* Task brief *
Search the data for lines holding the word "function". State how many there are, and nothing else.

(Available records Opens)

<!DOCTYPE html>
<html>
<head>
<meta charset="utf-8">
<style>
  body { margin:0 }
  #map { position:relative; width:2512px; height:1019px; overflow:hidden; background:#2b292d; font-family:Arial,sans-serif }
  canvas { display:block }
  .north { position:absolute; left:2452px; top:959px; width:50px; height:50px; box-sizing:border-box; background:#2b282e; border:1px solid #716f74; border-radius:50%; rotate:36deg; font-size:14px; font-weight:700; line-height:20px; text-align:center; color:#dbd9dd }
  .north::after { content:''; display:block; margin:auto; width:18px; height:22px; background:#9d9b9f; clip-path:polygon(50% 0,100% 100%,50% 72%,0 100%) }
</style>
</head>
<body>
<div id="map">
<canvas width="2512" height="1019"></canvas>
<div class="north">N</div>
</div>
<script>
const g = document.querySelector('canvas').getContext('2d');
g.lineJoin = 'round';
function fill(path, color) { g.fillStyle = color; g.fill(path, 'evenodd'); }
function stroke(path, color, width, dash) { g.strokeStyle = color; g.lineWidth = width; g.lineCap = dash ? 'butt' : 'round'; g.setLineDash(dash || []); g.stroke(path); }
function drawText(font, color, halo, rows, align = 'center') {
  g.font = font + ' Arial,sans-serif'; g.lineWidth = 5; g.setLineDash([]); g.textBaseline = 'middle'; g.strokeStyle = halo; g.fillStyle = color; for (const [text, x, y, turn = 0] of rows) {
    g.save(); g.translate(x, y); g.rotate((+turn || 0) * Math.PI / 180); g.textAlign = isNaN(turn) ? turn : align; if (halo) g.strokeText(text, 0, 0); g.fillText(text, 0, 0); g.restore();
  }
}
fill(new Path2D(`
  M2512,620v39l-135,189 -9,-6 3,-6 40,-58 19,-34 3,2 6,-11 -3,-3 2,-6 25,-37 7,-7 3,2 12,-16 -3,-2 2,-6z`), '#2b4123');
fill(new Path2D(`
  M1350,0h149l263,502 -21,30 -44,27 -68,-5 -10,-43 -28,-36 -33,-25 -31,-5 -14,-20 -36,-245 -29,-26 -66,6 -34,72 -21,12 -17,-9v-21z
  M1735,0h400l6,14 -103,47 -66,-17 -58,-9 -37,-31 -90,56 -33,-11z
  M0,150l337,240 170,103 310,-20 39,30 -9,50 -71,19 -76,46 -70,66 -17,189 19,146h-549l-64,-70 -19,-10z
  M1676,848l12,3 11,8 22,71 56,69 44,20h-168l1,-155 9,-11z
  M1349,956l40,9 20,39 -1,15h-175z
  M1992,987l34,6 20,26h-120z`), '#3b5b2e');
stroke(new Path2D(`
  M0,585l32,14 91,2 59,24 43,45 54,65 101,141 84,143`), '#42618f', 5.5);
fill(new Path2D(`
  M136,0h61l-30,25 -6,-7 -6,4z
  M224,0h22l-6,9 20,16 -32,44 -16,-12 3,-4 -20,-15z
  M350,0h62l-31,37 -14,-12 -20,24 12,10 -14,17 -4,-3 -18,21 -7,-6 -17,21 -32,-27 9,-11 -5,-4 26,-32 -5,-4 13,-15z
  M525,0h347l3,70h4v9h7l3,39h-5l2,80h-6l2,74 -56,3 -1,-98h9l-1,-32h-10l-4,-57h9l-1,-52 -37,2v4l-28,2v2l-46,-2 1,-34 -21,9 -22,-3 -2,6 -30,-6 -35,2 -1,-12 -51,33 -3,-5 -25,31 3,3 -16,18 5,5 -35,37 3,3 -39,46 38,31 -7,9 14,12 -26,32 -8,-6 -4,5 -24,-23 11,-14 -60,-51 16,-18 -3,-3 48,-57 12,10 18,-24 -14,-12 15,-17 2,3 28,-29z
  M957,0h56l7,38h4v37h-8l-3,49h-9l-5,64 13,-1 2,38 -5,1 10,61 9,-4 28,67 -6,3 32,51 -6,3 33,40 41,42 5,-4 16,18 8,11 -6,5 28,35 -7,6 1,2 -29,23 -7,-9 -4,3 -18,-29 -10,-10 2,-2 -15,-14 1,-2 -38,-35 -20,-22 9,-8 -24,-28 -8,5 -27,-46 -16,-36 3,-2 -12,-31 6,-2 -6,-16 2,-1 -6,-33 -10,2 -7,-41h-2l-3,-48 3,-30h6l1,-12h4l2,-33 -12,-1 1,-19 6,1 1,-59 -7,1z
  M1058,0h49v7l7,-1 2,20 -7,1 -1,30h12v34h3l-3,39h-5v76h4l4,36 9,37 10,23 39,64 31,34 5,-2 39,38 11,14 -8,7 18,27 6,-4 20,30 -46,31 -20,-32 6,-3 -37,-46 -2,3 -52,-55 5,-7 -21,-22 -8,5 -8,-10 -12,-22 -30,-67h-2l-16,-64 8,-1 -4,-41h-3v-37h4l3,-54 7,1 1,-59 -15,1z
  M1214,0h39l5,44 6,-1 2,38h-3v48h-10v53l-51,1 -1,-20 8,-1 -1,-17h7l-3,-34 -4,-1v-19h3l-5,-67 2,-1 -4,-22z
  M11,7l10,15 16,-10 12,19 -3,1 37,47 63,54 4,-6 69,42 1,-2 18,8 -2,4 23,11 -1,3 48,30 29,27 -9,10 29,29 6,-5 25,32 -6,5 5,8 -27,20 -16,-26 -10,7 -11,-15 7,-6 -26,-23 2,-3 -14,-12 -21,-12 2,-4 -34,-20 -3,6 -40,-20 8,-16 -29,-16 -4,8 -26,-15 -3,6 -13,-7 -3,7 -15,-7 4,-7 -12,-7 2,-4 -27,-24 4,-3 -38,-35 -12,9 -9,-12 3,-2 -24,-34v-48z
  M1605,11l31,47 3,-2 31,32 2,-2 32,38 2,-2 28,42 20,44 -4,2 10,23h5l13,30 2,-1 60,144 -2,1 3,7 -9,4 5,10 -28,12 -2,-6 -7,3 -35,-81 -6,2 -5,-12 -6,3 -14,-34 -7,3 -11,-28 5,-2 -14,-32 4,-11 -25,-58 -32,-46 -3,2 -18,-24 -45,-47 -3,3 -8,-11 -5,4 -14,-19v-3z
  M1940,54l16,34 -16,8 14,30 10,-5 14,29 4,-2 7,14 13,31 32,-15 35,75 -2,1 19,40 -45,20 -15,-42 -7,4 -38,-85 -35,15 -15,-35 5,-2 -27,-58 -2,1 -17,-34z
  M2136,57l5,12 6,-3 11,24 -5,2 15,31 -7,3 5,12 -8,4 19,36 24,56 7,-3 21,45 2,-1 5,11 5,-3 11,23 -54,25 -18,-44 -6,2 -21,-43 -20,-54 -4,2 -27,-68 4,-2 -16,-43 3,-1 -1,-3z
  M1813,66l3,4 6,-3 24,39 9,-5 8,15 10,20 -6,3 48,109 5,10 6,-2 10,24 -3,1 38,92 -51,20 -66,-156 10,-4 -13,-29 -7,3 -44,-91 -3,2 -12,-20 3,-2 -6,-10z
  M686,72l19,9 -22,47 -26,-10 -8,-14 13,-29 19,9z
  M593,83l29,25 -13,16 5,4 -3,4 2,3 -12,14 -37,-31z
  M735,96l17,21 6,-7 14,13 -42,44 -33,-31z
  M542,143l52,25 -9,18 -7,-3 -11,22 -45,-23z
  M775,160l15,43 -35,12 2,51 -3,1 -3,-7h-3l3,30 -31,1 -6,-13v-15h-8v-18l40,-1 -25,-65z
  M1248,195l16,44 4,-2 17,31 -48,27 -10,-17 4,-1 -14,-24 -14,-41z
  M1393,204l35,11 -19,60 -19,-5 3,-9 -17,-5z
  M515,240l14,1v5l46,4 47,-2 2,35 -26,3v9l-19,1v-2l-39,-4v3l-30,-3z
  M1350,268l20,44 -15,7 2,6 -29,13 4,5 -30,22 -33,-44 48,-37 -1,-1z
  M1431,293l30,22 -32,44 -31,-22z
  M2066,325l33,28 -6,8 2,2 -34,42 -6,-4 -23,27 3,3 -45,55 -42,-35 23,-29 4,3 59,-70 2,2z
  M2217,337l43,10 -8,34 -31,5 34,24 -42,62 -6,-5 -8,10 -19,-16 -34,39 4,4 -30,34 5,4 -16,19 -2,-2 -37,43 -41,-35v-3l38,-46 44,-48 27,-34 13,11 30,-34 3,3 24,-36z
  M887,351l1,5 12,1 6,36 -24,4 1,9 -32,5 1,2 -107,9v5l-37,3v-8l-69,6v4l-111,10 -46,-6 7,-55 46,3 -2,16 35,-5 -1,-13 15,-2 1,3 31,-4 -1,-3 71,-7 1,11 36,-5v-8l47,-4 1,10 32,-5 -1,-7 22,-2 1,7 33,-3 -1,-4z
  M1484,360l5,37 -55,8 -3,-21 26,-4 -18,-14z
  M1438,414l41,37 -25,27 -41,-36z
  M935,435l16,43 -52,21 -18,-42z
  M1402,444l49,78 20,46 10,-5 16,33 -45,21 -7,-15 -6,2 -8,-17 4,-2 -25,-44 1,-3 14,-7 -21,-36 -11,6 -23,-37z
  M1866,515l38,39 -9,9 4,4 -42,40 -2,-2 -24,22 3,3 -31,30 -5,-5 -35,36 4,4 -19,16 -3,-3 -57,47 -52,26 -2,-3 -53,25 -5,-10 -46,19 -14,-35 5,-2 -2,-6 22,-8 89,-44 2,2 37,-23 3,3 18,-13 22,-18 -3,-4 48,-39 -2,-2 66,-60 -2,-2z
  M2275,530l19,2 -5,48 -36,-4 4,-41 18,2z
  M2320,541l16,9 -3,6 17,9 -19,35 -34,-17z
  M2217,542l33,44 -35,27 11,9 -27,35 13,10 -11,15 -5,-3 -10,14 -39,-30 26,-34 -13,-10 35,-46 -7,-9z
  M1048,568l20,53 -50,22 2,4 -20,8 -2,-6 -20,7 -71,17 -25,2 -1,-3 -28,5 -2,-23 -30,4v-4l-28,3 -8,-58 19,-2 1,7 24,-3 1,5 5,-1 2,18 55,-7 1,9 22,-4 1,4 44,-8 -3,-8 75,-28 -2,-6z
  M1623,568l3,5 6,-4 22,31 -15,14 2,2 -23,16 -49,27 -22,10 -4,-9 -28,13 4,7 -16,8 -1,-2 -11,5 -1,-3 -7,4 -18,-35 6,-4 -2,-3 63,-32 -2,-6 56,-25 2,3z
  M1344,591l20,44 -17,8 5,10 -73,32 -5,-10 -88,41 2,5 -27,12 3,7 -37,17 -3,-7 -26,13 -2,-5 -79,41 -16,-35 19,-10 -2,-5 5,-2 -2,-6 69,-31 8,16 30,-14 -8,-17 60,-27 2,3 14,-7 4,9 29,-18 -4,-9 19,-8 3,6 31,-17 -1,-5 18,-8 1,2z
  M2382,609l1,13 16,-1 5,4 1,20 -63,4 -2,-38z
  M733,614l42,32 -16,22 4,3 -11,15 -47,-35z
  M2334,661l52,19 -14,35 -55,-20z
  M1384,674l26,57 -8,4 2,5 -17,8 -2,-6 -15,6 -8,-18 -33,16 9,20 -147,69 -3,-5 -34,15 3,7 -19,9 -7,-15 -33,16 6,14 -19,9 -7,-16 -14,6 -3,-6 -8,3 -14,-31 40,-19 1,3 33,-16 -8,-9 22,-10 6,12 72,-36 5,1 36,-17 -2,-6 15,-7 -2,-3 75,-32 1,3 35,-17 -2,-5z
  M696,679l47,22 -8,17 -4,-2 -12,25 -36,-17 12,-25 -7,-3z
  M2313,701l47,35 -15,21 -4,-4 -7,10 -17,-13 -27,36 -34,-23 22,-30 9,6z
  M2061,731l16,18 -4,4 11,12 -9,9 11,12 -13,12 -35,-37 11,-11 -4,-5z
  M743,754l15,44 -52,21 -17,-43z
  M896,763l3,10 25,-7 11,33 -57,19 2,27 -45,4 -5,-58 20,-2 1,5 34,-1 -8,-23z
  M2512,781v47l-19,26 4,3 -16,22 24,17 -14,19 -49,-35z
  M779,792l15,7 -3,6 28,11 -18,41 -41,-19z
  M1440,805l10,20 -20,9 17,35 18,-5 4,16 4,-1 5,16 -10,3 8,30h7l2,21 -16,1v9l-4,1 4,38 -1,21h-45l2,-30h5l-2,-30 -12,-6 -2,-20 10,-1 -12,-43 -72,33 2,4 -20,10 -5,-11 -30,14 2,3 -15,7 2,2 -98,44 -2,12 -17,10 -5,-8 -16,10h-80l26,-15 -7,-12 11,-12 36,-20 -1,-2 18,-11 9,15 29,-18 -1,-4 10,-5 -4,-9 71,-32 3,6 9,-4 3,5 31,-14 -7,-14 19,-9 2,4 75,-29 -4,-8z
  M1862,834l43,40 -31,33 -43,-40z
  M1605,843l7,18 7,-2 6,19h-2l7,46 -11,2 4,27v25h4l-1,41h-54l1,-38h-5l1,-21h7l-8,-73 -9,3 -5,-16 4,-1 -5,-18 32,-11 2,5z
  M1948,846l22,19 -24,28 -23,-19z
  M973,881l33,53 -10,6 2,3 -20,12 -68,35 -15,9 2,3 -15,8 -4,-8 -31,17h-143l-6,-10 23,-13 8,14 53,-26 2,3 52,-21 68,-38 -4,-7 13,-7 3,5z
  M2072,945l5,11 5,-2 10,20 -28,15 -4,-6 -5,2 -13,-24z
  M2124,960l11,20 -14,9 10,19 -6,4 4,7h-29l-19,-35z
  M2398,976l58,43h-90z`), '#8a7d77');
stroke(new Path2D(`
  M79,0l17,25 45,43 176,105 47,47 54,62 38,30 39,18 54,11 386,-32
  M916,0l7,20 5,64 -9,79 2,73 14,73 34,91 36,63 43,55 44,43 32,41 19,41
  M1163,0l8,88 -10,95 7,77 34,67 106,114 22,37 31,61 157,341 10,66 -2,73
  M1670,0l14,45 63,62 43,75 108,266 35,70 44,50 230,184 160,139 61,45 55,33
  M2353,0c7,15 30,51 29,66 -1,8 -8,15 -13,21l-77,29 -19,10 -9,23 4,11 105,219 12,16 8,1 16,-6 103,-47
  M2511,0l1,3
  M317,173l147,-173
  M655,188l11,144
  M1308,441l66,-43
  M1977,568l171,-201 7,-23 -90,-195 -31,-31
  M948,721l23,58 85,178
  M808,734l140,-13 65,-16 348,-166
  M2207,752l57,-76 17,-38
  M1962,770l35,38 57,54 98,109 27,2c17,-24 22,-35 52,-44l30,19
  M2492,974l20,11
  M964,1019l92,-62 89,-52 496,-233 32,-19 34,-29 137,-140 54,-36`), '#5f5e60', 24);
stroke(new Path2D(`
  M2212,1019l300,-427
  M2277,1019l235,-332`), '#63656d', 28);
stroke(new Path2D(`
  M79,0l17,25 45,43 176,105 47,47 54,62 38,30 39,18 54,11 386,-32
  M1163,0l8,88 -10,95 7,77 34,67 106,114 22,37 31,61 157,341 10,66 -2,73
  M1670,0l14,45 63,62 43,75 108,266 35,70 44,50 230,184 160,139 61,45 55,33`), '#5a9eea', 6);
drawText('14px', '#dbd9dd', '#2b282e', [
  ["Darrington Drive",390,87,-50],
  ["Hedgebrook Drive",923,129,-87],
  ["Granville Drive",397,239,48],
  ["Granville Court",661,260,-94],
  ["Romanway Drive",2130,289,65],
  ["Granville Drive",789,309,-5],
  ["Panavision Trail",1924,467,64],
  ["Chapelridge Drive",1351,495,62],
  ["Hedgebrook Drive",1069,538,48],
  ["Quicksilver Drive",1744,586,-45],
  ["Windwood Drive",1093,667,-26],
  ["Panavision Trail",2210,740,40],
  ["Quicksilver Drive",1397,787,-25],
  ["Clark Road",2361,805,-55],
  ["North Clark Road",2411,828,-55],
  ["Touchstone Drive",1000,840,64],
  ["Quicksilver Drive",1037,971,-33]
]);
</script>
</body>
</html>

(Available records Closes)

* Output *
3